Such a scheme can be highly effective at helping an ecommerce business to retain customers, by encouraging repeat purchases. Through its incentivisation of ongoing engagement, a loyalty (also sometimes referred to as “VIP”) programme can extend the duration and value of customer-brand relationships. 

However, let’s take a moment away from the topic of what happens when your e-tail firm gets its loyalty scheme right. Instead, we’re going to touch on the actions that could help you turbocharge and revive an ineffective loyalty programme. 

Consider these actions to extract more from your site’s loyalty programme 

When it comes to putting together and maintaining a loyalty scheme for an online shopping portal, you might easily get trapped into thinking merely about the “obvious” perks. 
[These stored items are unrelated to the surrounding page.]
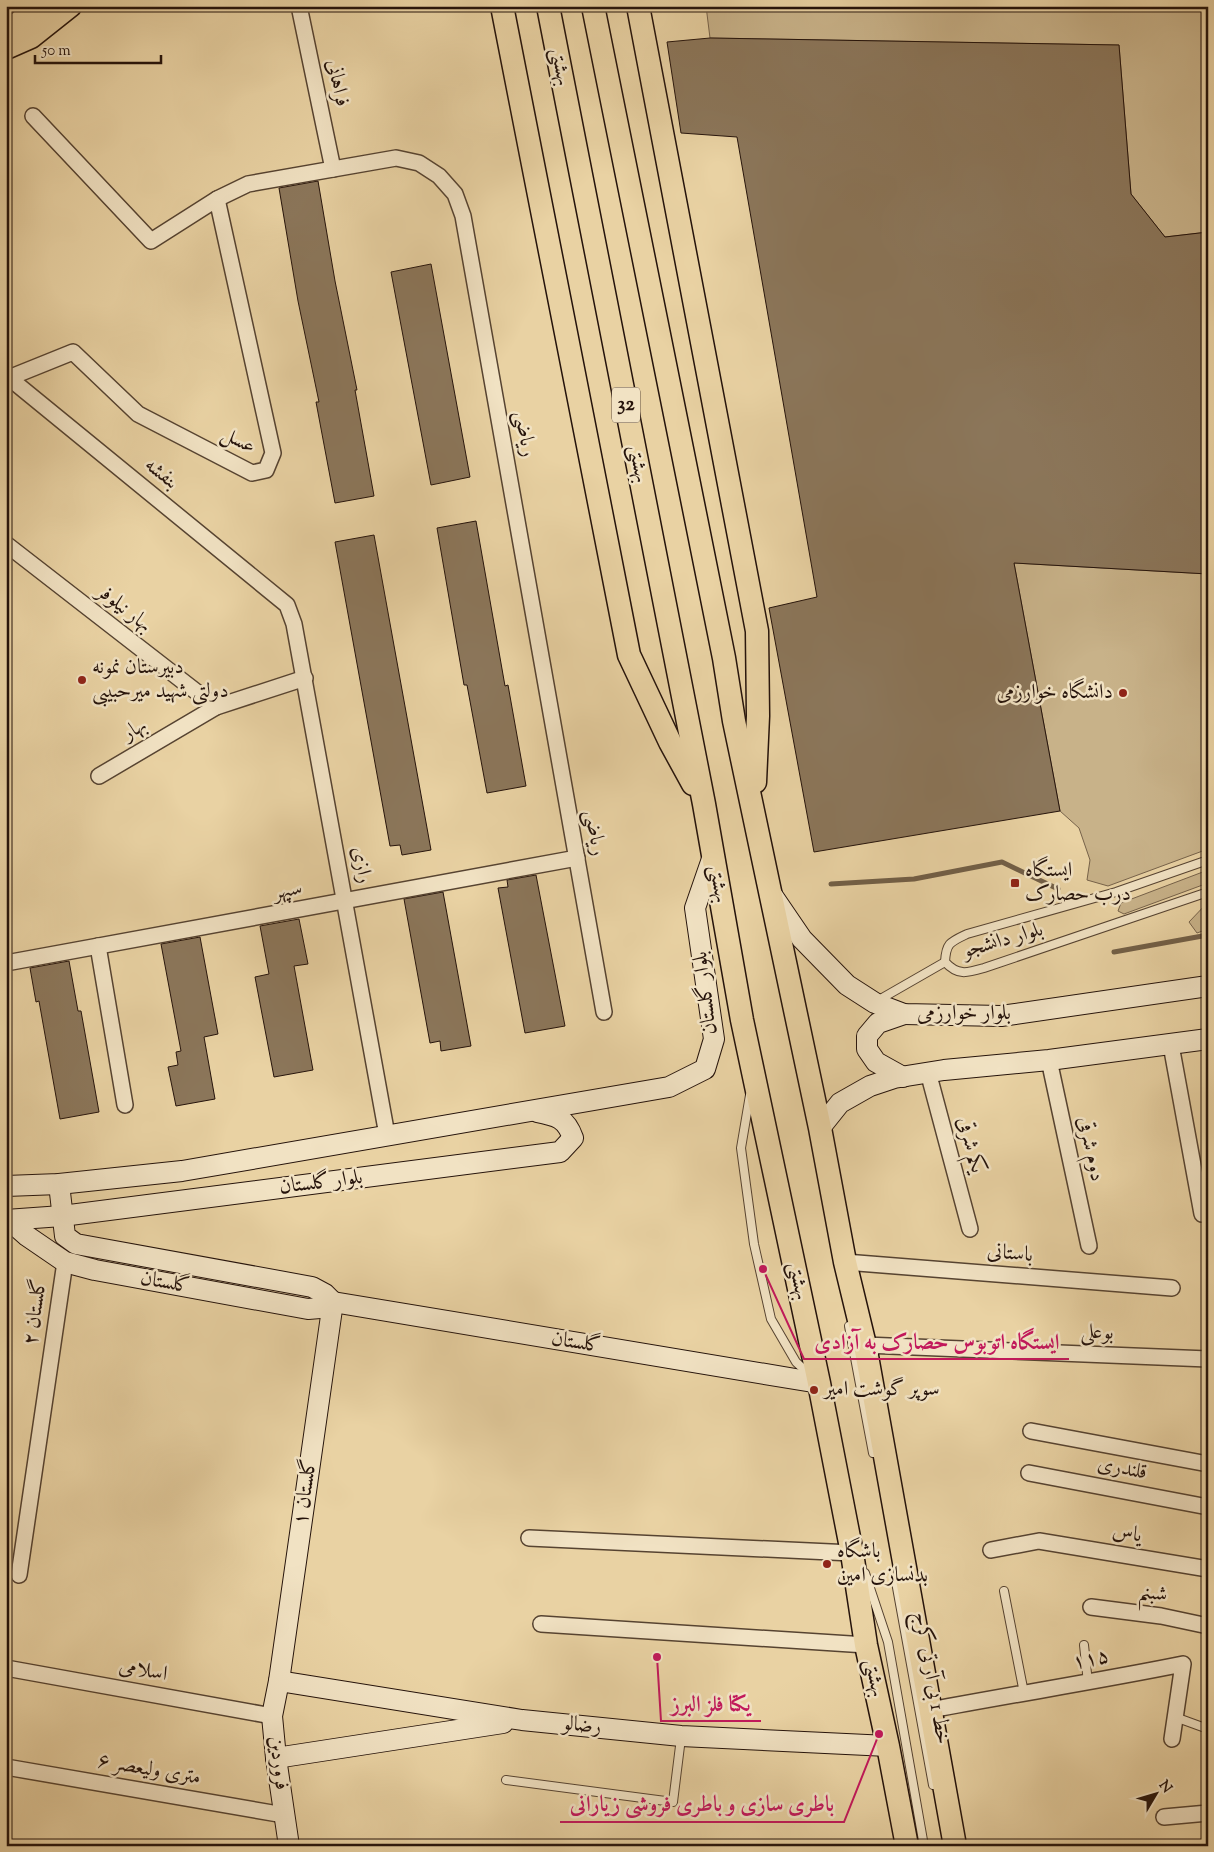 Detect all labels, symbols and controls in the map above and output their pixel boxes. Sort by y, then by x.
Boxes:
scale bar [35,32,161,64]
text: 50 m [41,41,71,62]
street label: بهشتى [542,45,578,89]
street label: فراهانی [317,57,357,109]
road number: 32 [612,388,640,422]
street label: ریاضی [505,409,543,459]
street label: عسل [215,420,261,462]
street label: بهشتى [620,442,656,486]
street label: بنفشه [137,451,185,497]
street label: بهار نیلوفر [88,576,158,640]
place label: دبیرستان نمونه دولتی شهید میرحبیبی [92,653,229,707]
marker: دبیرستان نمونه دولتی شهید میرحبیبی [76,674,88,686]
place label: دانشگاه خوارزمی [996,678,1113,708]
marker: دانشگاه خوارزمی [1117,687,1129,699]
street label: بهار [115,711,153,750]
street label: ریاضی [575,808,613,858]
street label: رازی [343,844,379,886]
place label: ایستگاه درب حصارک [1025,856,1131,910]
street label: بهشتی [700,862,736,906]
street label: سپهر [269,874,305,909]
marker: ایستگاه درب حصارک [1009,877,1021,889]
street label: بلوار دانشجو [957,915,1047,967]
street label: بلوار گلستان [686,950,726,1036]
street label: بلوار خوارزمی [917,999,1011,1029]
street label: یکم شرقی [945,1114,992,1178]
street label: دوم شرقی [1068,1114,1111,1184]
street label: بلوار گلستان [278,1163,364,1203]
street label: باستانی [986,1237,1034,1271]
street label: بهشتی [779,1259,817,1303]
street label: گلستان [138,1264,192,1302]
street label: گلستان ۲ [16,1277,56,1347]
street label: بوعلی [1080,1317,1114,1349]
callout: ایستگاه اتوبوس حصارک به آزادی [804,1322,1069,1359]
street label: گلستان [549,1324,603,1362]
text: ایستگاه اتوبوس حصارک به آزادی [814,1327,1060,1360]
place label: سوپر گوشت امیر [822,1375,940,1405]
marker: سوپر گوشت امیر [808,1384,820,1396]
street label: قلندری [1095,1450,1149,1488]
street label: گلستان ۱ [286,1457,326,1527]
street label: یاس [1110,1517,1145,1552]
place label: باشگاه بدنسازی امین [837,1537,928,1591]
marker: باشگاه بدنسازی امین [821,1558,833,1570]
street label: شبنم [1136,1577,1169,1615]
street label: خط 1 بی آر تی کرج [903,1609,957,1747]
street label: ۱۱۵ [1070,1642,1112,1678]
street label: اسلامی [116,1652,170,1690]
street label: بهشتی [855,1656,893,1700]
callout: یکتا فلز البرز [661,1684,761,1721]
text: یکتا فلز البرز [668,1690,753,1722]
street label: رضالو [559,1709,603,1743]
street label: فروردین [260,1734,296,1792]
street label: ۶ متری ولیعصر [95,1746,203,1794]
north arrow [1132,1770,1182,1820]
text: N [1153,1777,1176,1798]
callout: باطری سازی و باطری فروشی زیارانی [560,1785,844,1822]
text: باطری سازی و باطری فروشی زیارانی [569,1790,834,1822] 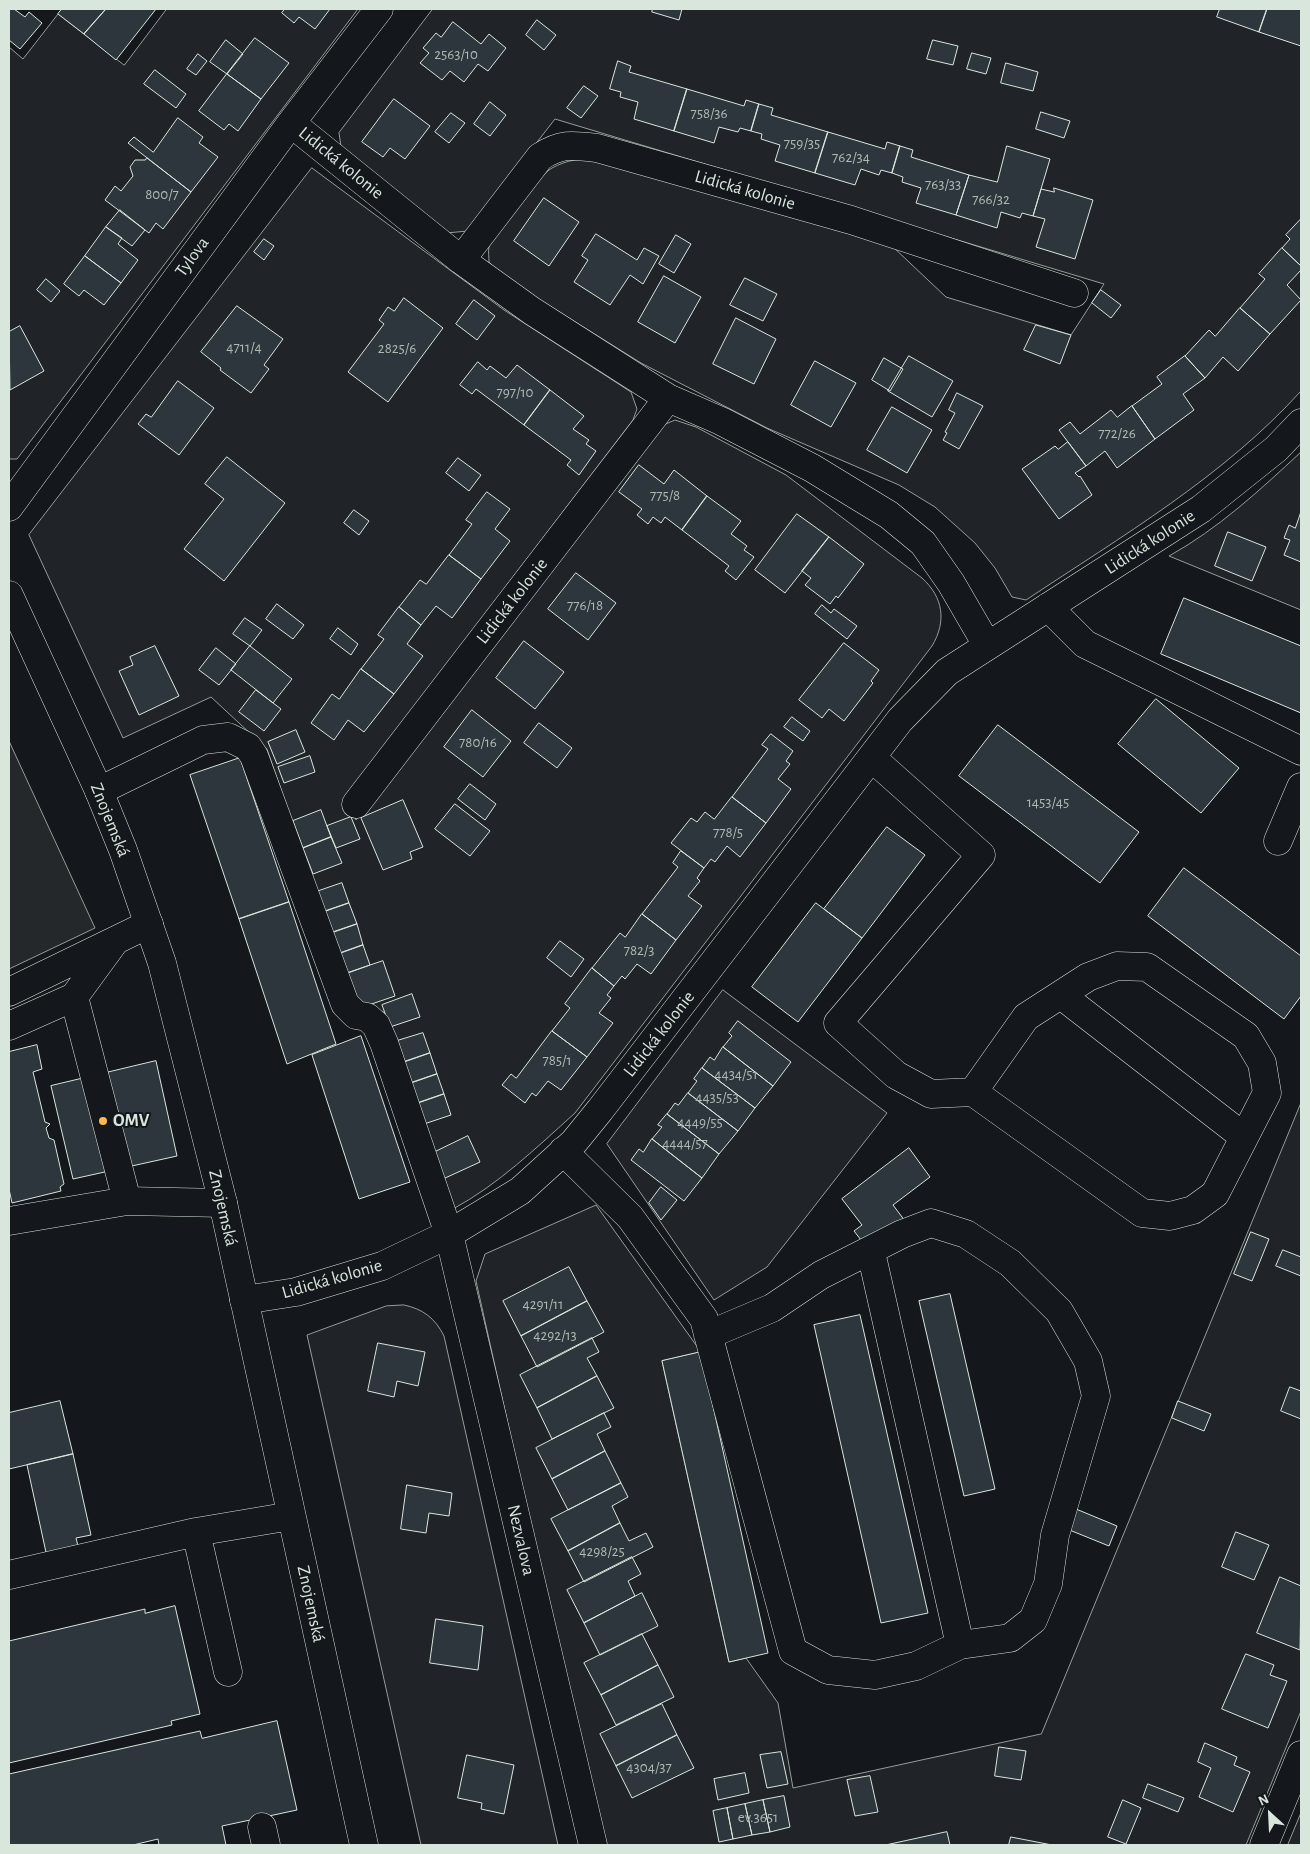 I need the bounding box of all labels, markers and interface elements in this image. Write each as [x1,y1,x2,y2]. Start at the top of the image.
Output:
house number: 2563/10 [434,45,478,63]
house number: 758/36 [690,104,728,122]
street label: Lidická kolonie [294,122,388,204]
house number: 759/35 [784,134,820,152]
house number: 762/34 [832,148,870,166]
street label: Lidická kolonie [692,165,798,215]
house number: 763/33 [925,175,961,193]
house number: 800/7 [145,185,179,203]
house number: 766/32 [972,190,1010,208]
street label: Tylova [170,233,214,281]
house number: 4711/4 [226,338,262,356]
house number: 2825/6 [378,339,416,357]
house number: 797/10 [497,383,533,401]
house number: 772/26 [1098,424,1136,442]
house number: 775/8 [650,486,680,504]
street label: Lidická kolonie [1101,505,1199,579]
street label: Lidická kolonie [472,554,552,648]
house number: 776/18 [567,596,603,614]
house number: 780/16 [459,733,497,751]
street label: Znojemská [85,780,135,860]
house number: 1453/45 [1027,793,1069,811]
house number: 778/5 [713,823,743,841]
house number: 782/3 [624,941,654,959]
street label: Lidická kolonie [619,987,699,1081]
house number: 785/1 [542,1051,572,1069]
house number: 4434/51 [714,1065,758,1083]
house number: 4435/53 [695,1088,739,1106]
place label: OMV [113,1110,149,1132]
house number: 4449/55 [677,1113,723,1131]
marker: OMV [97,1115,109,1127]
house number: 4444/57 [662,1134,708,1152]
street label: Znojemská [204,1168,242,1248]
street label: Lidická kolonie [279,1254,385,1304]
house number: 4291/11 [523,1295,563,1313]
house number: 4292/13 [533,1326,577,1344]
street label: Nezvalova [502,1503,540,1577]
house number: 4298/25 [579,1542,625,1560]
street label: Znojemská [292,1564,330,1644]
house number: 4304/37 [626,1758,672,1776]
north arrow [1245,1789,1295,1839]
text: N [1256,1792,1271,1809]
house number: ev.3651 [738,1808,778,1826] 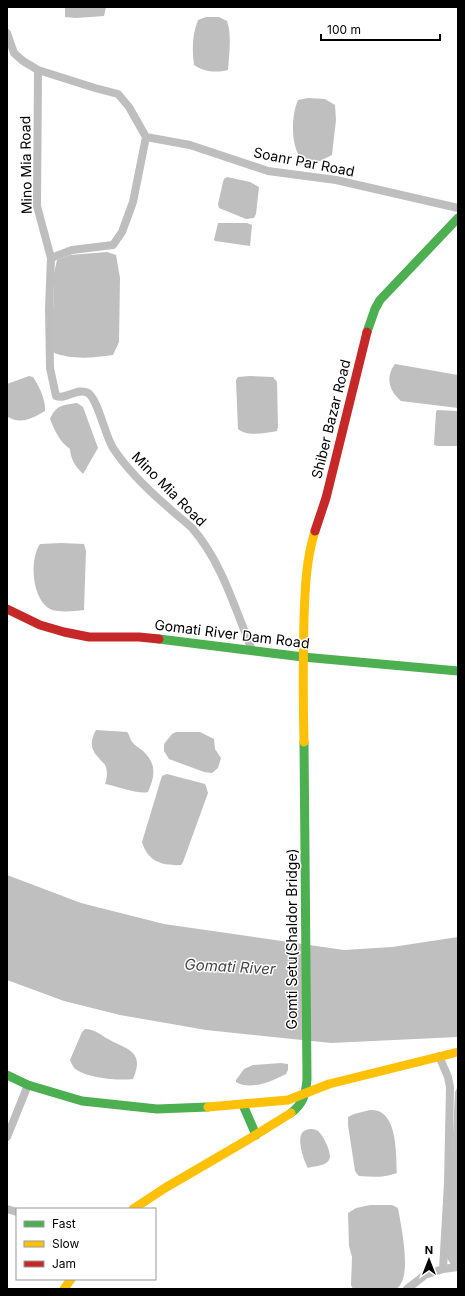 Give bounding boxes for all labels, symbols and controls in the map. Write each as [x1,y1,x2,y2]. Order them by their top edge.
scale bar [321,16,440,42]
text: 100 m [327,22,361,37]
street label: Mino Mia Road [16,116,35,214]
street label: Soanr Par Road [252,143,356,180]
street label: Shiber Bazar Road [307,358,354,480]
street label: Mino Mia Road [129,448,210,529]
street label: Gomati River Dam Road [154,616,311,651]
street label: Gomti Setu(Shaldor Bridge) [283,848,300,1030]
water label: Gomati River [184,955,276,978]
legend [16,1208,156,1280]
text: Fast [52,1216,76,1231]
text: Slow [52,1236,80,1251]
north arrow [409,1240,449,1280]
text: N [425,1243,433,1257]
text: Jam [52,1256,76,1271] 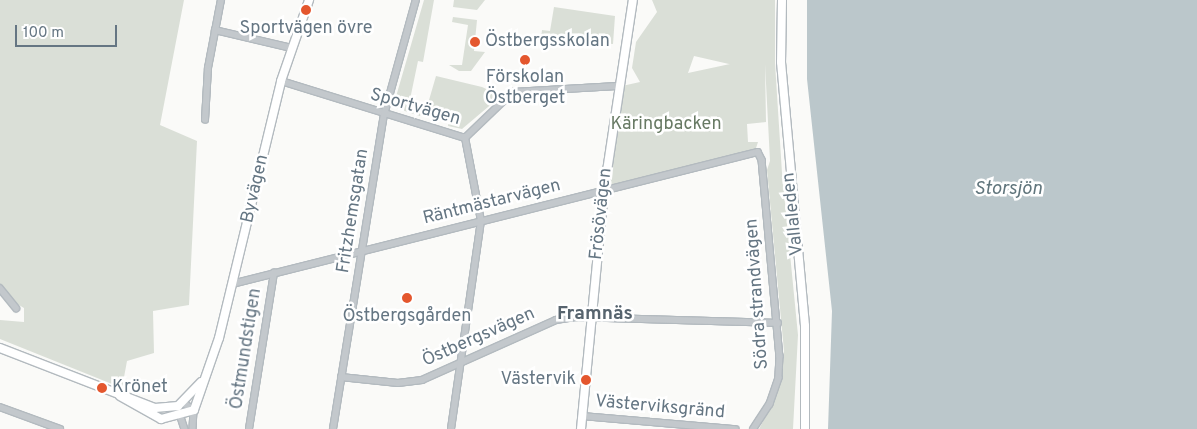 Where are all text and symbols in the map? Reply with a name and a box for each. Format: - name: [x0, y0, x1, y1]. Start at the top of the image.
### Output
- marker: Sportvägen övre: [300, 4, 312, 16]
- scale bar: [18, 15, 120, 47]
- place label: Sportvägen övre: [239, 18, 373, 40]
- text: 100 m: [23, 24, 64, 43]
- place label: Östbergsskolan: [485, 31, 610, 53]
- marker: Östbergsskolan: [469, 36, 481, 48]
- marker: Förskolan Östberget: [519, 54, 531, 66]
- place label: Förskolan Östberget: [485, 68, 565, 110]
- street label: Sportvägen: [367, 85, 463, 131]
- park label: Käringbacken: [610, 114, 722, 136]
- street label: Fritzhemsgatan: [334, 147, 374, 275]
- street label: Byvägen: [238, 153, 274, 225]
- street label: Frösövägen: [586, 167, 618, 261]
- street label: Vallaleden: [779, 171, 809, 257]
- street label: Räntmästarvägen: [421, 175, 563, 231]
- water label: Storsjön: [974, 179, 1042, 201]
- street label: Södra strandvägen: [742, 218, 774, 370]
- street label: Östmundstigen: [227, 287, 267, 411]
- marker: Östbergsgården: [401, 292, 413, 304]
- street label: Östbergsvägen: [419, 304, 539, 372]
- district label: Framnäs: [557, 304, 633, 326]
- place label: Östbergsgården: [343, 306, 471, 328]
- place label: Västervik: [501, 369, 576, 391]
- marker: Västervik: [580, 374, 592, 386]
- place label: Krönet: [112, 377, 168, 399]
- marker: Krönet: [96, 382, 108, 394]
- street label: Västerviksgränd: [594, 392, 726, 424]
You know the ones we’re referring to… the 10% discounts, free delivery offers, and an email sent to the customer on their birthday. These features are probably present and correct across all your competitors’ VIP schemes, as well as your own. 

However, it pays to get more imaginative than this with your own store’s loyalty incentives. There might be many aspects of psychological and behavioural science that your site isn’t yet tapping into, and that could make a big difference to your loyalty scheme’s long-term prospects.  

Here, then are a few steps you might think about taking: 

  • Segment based on motivation 

The segmentation of an ecommerce site’s customer base can make a big difference to its ability to personalise its marketing and product offerings. This, in turn, helps to boost customer satisfaction, loyalty, and conversions. 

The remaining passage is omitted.